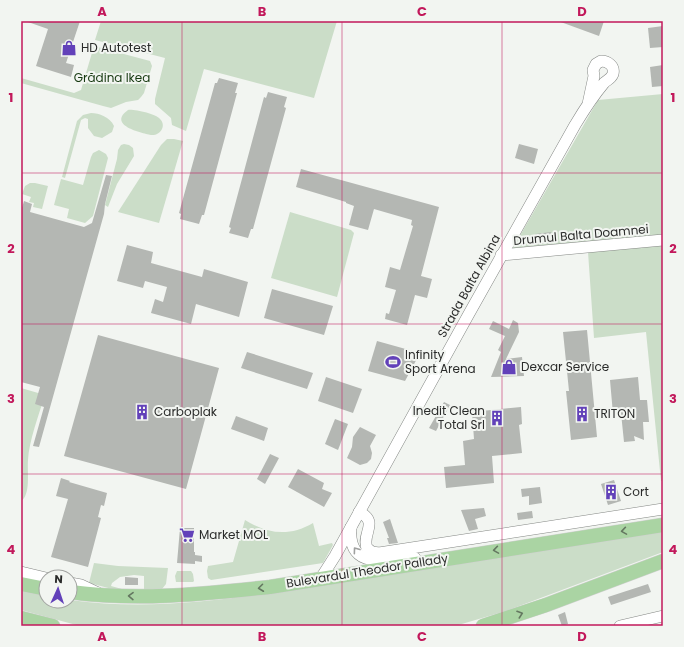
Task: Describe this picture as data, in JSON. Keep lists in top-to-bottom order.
{
  "streets": {
    "main road": ["Bulevardul Theodor Pallady"],
    "street": ["Drumul Balta Doamnei", "Strada Balta Albina"]
  },
  "crossings": [
    ["Drumul Balta Doamnei", "Strada Balta Albina"],
    ["Strada Balta Albina", "Bulevardul Theodor Pallady"]
  ],
  "parks": ["Grădina Ikea"],
  "places": {
    "shop": ["HD Autotest", "Dexcar Service"],
    "sports": ["Infinity Sport Arena"],
    "building": [
      "Carboplak",
      "TRITON",
      "Inedit Clean Total Srl",
      "Cort"
    ],
    "supermarket": ["Market MOL"]
  },
  "north": "top",
  "grid": {
    "columns": [
      "A",
      "B",
      "C",
      "D"
    ],
    "rows": [
      "1",
      "2",
      "3",
      "4"
    ]
  }
}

________________

[BRIEF]
Reproduce each line above that contains "Pallady".

[SOLVED EXERCISE]
    "main road": ["Bulevardul Theodor Pallady"],
    ["Strada Balta Albina", "Bulevardul Theodor Pallady"]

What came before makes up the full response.